Inequality Hits Davos

DAVOS – Sixty-two. That is how many of the world’s wealthiest people own as much as the poorest 3.6 billion, down from 388 people in 2010. This shocking figure has made the rounds at this week’s annual meeting of the World Economic Forum (WEF) in Davos, as political and business leaders debate how to improve the state of the global economy. The question is whether the global elite attending Davos will take action to combat damagingly high (and growing) economic inequality.

World leaders have been worried about the rise in inequality for several years now; last September, they agreed to a Global Goal to reduce it. Yet the gap between the richest and the rest has continued to grow.
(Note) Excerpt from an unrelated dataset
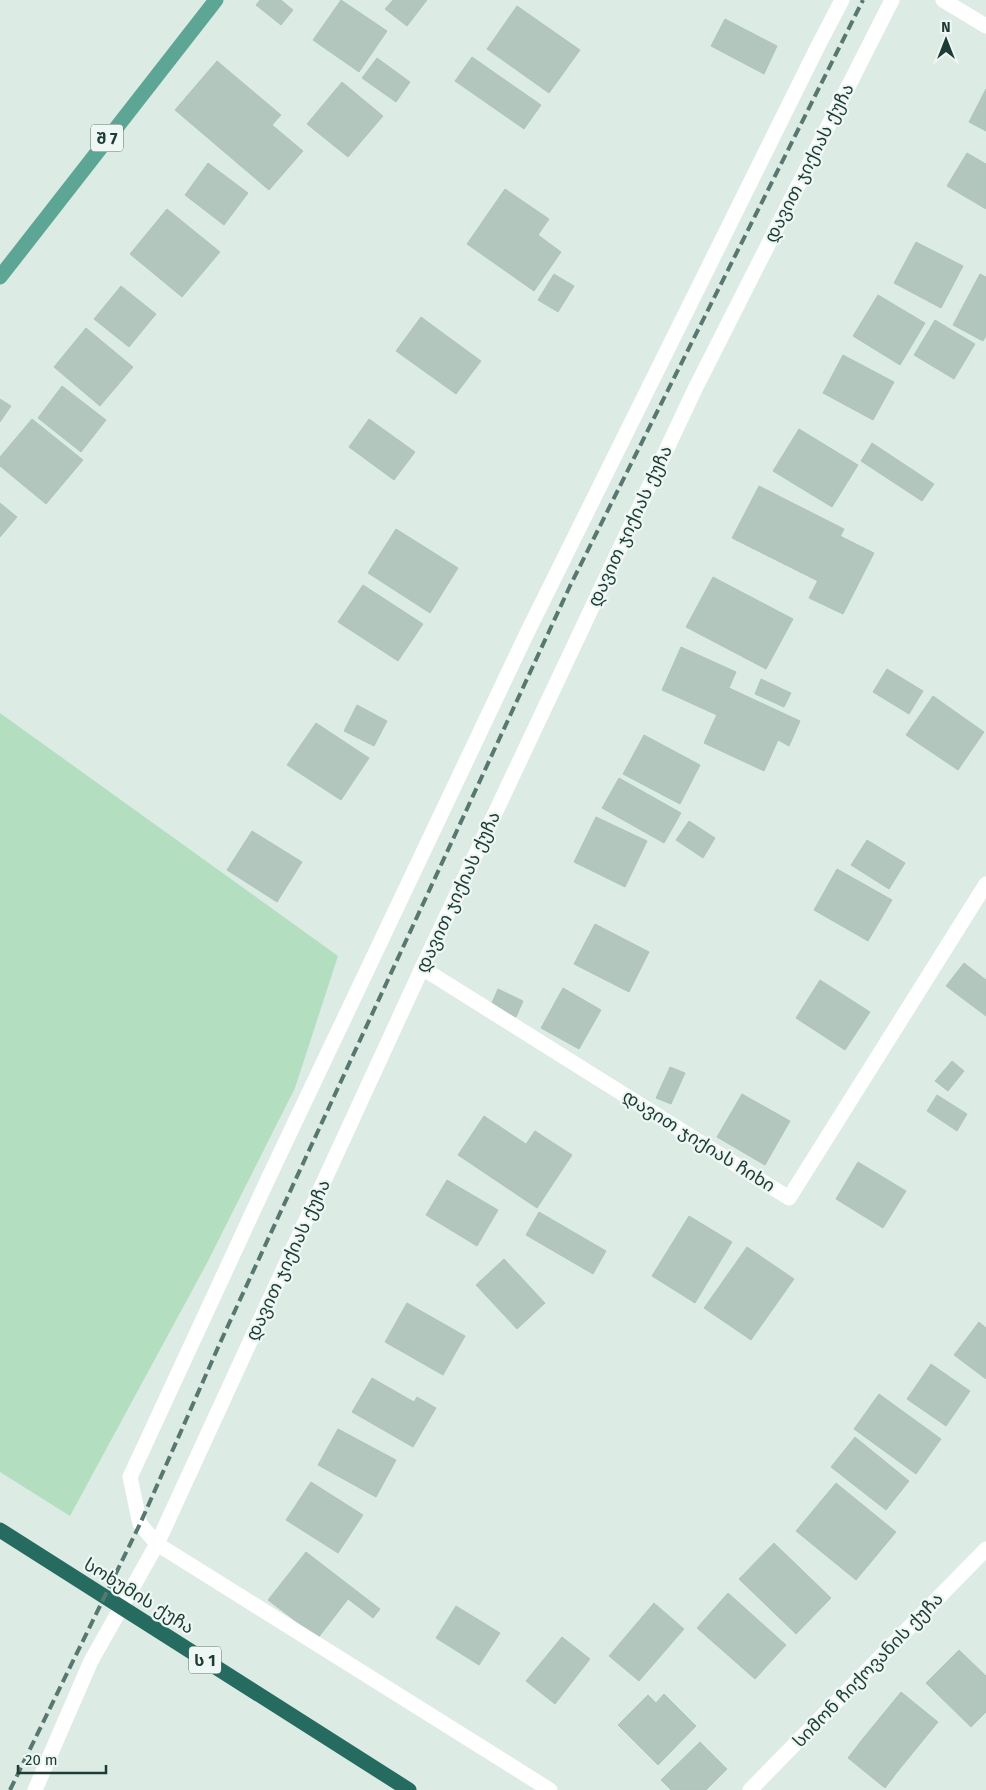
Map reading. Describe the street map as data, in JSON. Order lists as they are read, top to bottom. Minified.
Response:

This time last year, Oxfam predicted that the wealth of the top 1% would overtake that of the rest of the population by 2016; that milestone was reached two months ahead of schedule.

The longer we wait to take action, the more serious the consequences will be. Economic inequality is a corrosive force that undermines economic growth, hampers the fight against poverty, and sparks social unrest. In 2012, the WEF’s global risk report highlighted severe income inequality as the single greatest threat to social and political stability. Oxfam estimates that, without strong efforts to tackle inequality, the much-heralded goal of eradicating extreme poverty by 2030 will be impossible to reach.

The very real damage inequality does to people’s lives is evident across the globe. For example, garment workers in Myanmar told Oxfam that, even with overtime, they could not afford housing, food, and medicine. At the other end of the retail chain, the CEO’s of the clothing companies enjoy multimillion-dollar pay deals.